You either have to laugh or cry, and I chose the former.
When I lost a job on health grounds over a year ago, I knew that there would be a silver lining somewhere, and I made it my mission to go and hunt it out, to make it as thick and silvery as possible. It took a while, but I found it!
Suffice to say, I believe in silver linings, just like Pat in Matthew Quick's The Silver Linings Playbook (the #spooniebookclub read this month).
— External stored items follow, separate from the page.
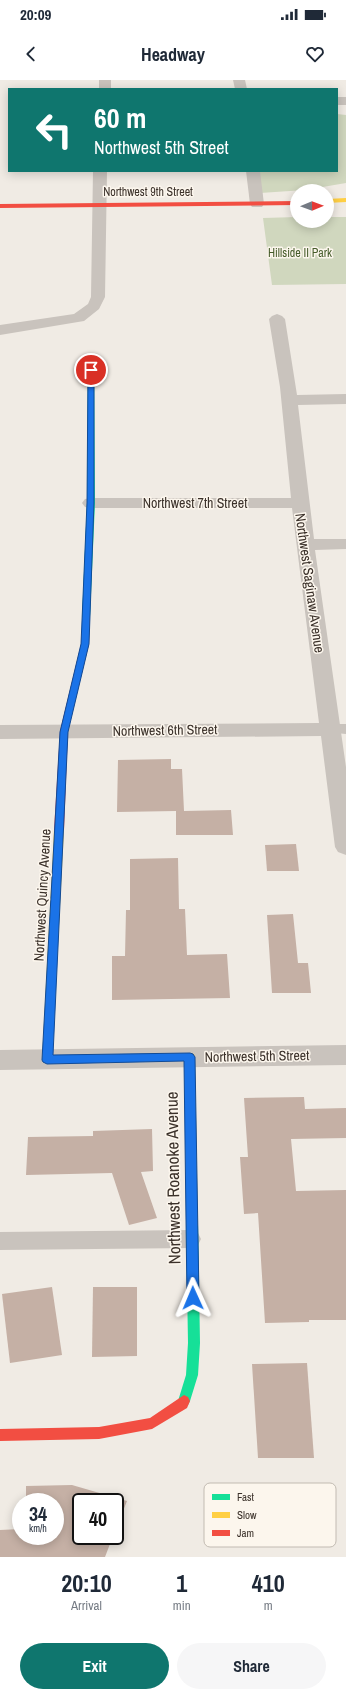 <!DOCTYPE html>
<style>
:root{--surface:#fff;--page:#f6f6f7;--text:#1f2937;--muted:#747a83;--accent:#0f766e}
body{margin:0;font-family:"Archivo Narrow",sans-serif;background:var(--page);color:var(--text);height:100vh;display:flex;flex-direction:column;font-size:15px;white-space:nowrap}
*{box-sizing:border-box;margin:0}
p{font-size:13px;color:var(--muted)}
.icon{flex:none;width:22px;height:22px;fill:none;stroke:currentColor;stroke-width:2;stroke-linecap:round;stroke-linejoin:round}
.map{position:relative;height:1477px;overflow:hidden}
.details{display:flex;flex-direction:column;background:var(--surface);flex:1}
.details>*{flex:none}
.hud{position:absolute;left:8px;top:8px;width:330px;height:84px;border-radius:0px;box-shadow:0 2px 10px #0003;background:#0f766e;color:#fff;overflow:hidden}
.needle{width:26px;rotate:89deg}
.fabs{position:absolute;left:290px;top:104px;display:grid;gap:8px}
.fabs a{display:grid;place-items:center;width:44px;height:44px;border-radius:50%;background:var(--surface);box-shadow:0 2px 10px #0003;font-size:20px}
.speed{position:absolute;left:12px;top:1413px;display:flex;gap:8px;font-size:20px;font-weight:700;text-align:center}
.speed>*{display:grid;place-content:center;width:52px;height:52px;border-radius:50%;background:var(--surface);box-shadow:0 2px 10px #0003;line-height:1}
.speed small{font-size:10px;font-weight:400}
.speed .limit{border:2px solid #111;border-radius:6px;background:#fff;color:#111}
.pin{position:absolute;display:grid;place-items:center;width:34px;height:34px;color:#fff;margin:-17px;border:2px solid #fff;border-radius:50%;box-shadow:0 1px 4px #0007}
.me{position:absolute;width:44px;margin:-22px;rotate:359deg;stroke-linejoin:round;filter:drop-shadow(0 0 3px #0008)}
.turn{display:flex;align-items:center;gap:14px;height:84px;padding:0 20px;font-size:18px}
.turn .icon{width:52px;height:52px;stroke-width:2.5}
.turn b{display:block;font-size:28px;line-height:34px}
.eta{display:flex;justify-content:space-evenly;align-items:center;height:68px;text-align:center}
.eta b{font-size:24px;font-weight:700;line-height:28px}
.primary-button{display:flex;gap:8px;margin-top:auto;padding:8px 20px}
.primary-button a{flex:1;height:46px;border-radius:24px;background:var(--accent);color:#fff;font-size:16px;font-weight:700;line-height:46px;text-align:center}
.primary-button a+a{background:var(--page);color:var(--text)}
.status{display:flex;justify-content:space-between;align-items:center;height:28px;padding:0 20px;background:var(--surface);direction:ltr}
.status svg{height:11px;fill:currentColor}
header{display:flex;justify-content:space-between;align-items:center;height:52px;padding:0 20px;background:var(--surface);font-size:18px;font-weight:700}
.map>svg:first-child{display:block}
</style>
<div class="status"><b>20:09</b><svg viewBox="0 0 49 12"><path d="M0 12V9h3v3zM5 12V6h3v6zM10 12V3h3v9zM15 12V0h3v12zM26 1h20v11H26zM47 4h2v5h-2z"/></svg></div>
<header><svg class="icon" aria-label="back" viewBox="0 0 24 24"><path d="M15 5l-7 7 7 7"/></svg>Headway<svg class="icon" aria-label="heart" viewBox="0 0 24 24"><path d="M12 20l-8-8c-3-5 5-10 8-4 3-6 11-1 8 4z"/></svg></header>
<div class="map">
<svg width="346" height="1477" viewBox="0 0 346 1477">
<rect width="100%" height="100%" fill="#f0ebe4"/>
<g fill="#d0d7be">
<polygon points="337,34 346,35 346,103 305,110 260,113 257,91 337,91"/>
<polygon points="297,137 297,141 327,141 327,137 346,137 346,204 272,205 263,138"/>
</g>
<g fill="#c5b0a5">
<polygon points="171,679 171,689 182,689 184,731 231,730 233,755 176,755 176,731 117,732 118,680"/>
<polygon points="296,764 299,791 267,791 265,765"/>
<polygon points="178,778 179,829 185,829 187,875 227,874 230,918 112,920 112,876 125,876 126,830 130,830 130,779"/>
<polygon points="293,834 298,883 308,883 311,913 272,913 267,835"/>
<polygon points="304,1017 305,1029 346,1028 346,1058 291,1059 296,1111 346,1110 346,1240 309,1240 309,1242 265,1243 258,1133 244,1134 240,1077 248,1077 244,1018"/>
<polygon points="152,1049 153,1091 141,1092 157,1138 129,1145 112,1093 26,1095 28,1057 93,1056 93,1051"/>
<polygon points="52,1207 62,1275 10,1283 2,1214"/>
<polygon points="93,1207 137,1207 137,1276 92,1277"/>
<polygon points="307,1283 314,1378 258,1378 252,1284"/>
<polygon points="72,1405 127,1421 115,1451 115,1422 81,1422 81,1456 113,1456 105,1477 0,1477 0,1450 21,1449 21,1456 55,1456 55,1422 26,1422 26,1406"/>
</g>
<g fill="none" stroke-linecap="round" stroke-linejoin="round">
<g fill="#c9c3bd" fill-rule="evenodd">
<polygon points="330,644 346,644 346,654 325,652 322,649 325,646"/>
<polygon points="191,1150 198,1153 201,1159 198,1165 191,1168 0,1170 0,1152"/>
</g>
<g fill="#c9c3bd" fill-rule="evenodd">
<rect x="99" y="0" width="12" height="9"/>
<polygon points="233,0 245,0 247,9 235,9"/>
<rect x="337" y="17" width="9" height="8"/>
<polygon points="93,91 107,91 105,217 99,229 84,241 0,255 0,245 74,234 88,224 91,217"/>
<polygon points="246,91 260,91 264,124 262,127 252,127 250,124"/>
<polygon points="277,234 282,236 285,239 297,315 346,314 346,324 298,325 314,459 346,459 346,469 315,470 346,687 346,775 338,772 335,767 321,656 0,659 0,645 319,643 292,428 91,428 85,427 82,423 85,419 91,418 291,418 280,307 269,239 272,236"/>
<polygon points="346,965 346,985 0,990 0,970"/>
</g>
<g fill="#16e098" fill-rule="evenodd">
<polygon points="91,273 94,275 95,423 90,537 86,539 82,537 87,423 88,275"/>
<polygon points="192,1140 196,1142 198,1145 200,1263 198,1295 190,1321 188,1325 184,1327 180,1325 178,1321 186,1295 188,1263 186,1145 188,1142"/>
</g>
<g fill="#ffcf43" fill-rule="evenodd">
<polygon points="346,118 346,122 327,123 327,119"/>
<polygon points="59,747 64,750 52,979 51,982 47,983 43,982 42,979 54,750"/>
<polygon points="190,973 194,974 195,977 198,1145 196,1148 192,1150 188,1148 186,1145 185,977 186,974"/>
</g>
<g fill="#f24e42" fill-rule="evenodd">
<polygon points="297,121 297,125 0,128 0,124"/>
<polygon points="83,535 89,535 90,537 89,564 68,651 64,750 59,753 54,750 60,651 81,564"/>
<polygon points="184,1315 188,1317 190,1321 187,1328 152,1349 99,1359 0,1361 0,1349 99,1347 150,1338"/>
</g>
</g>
<polygon fill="#1a73e8" stroke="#114b97" points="91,288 94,290 94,423 89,564 68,652 53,975 190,973 193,974 195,977 199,1218 197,1222 193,1223 189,1222 187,1218 184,981 47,984 43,982 42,980 60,652 81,564 87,423 88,290"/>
<g text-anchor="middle" stroke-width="3" stroke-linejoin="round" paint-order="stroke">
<g font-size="12" fill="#3b312a" stroke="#fcf6ed">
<text x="148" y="116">Northwest 9th Street</text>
</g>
<g font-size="12" fill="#465c2b" stroke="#fcf6ed">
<text x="300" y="177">Hillside II Park</text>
</g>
<g font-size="14" fill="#3b312a" stroke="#fcf6ed">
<text x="195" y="428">Northwest 7th Street</text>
<text transform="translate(310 503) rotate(82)" y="5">Northwest Saginaw Avenue</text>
<text transform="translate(165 650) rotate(-1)" y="5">Northwest 6th Street</text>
<text transform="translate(42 815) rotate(-87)" y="5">Northwest Quincy Avenue</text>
<text transform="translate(257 976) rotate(-1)" y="5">Northwest 5th Street</text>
</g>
<g font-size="17" fill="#3b312a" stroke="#fcf6ed">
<text transform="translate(173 1098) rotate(-91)" y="6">Northwest Roanoke Avenue</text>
</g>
</g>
<rect x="204" y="1403" width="132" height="64" rx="6" fill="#fcf6ed" stroke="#c2bbb2" stroke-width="1"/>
<rect x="212" y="1414" width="18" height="6" fill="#16e098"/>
<rect x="212" y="1432" width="18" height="6" fill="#ffcf43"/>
<rect x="212" y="1450" width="18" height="6" fill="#f24e42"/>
<g font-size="11" fill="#3b312a">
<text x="237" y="1421">Fast</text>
<text x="237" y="1439">Slow</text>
<text x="237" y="1457">Jam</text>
</g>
</svg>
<div class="fabs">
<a><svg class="needle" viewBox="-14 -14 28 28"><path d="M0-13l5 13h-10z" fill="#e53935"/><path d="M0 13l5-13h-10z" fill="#747a83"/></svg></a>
</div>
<div class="speed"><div>34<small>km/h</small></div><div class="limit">40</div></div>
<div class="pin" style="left:91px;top:290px;background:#d93025"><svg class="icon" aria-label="arrive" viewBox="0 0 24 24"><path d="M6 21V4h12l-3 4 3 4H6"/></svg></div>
<svg class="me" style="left:193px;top:1218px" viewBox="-20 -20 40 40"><path d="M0-17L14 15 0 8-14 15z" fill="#1a73e8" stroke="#fff" stroke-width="4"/></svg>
<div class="hud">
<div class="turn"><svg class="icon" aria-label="left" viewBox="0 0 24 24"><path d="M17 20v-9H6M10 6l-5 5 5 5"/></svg><div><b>60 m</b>Northwest 5th Street</div></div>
</div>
</div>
<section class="details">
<div class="eta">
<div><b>20:10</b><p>Arrival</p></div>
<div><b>1</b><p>min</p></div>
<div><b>410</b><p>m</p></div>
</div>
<div class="primary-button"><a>Exit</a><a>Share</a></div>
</section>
As a book, it was everything I needed it to be: escapism, a quick and easy read, thought-provoking and heart-warming.
A someone embarking on a physio programme and with a body that feels like it has run a marathon when its just strolled to the post box, I found this particular line very reassuring:
"it hurts to look at the clouds but it also helps, like most things that cause pain"
With pain as one of my symptoms, it is helpful to redefine pain sometimes. Especially as I am trying to exercise, where some pain is normal!
But the biggest impression the book left me with was the impact of illness on parents. I have never really talked about it much, although I am aware that my situation has caused significant stress, worry and changed my parents lifestyle. Reading Silver Linings Playbook, and the anguish of Pat's mother, the effort she goes to support him and the drain he causes her as well as the whole family really caught me. It was not so much a surprise - I was aware of the impact in my own family - but it really brought it home.
This was amplified recently when I was discussing chasing the hospital for the tests and letter from my last appointment. I was reluctant to push for anything more, because I find appointments so stressful (as already discussed on this blog!) and because deep down I kind of know there is little else they can do . . . But having information and appointments to feed their unquenchable thirst for facts and clues is how my parents manage their helplessness. They can't "fix me" in the way they could when I was 4 and grazed my knee. Sometimes, wrapped up in all my symptoms and emotional anguish, I forget their own rollercoasters.
But to keep on the theme of silver linings, I know this whole experience has made me much closer to my parents - out of necessity partly, but the silver lining is that some of it is now out of true friendship.
If you live with chronic illness, and don't believe in silver linings, what else is there to believe in?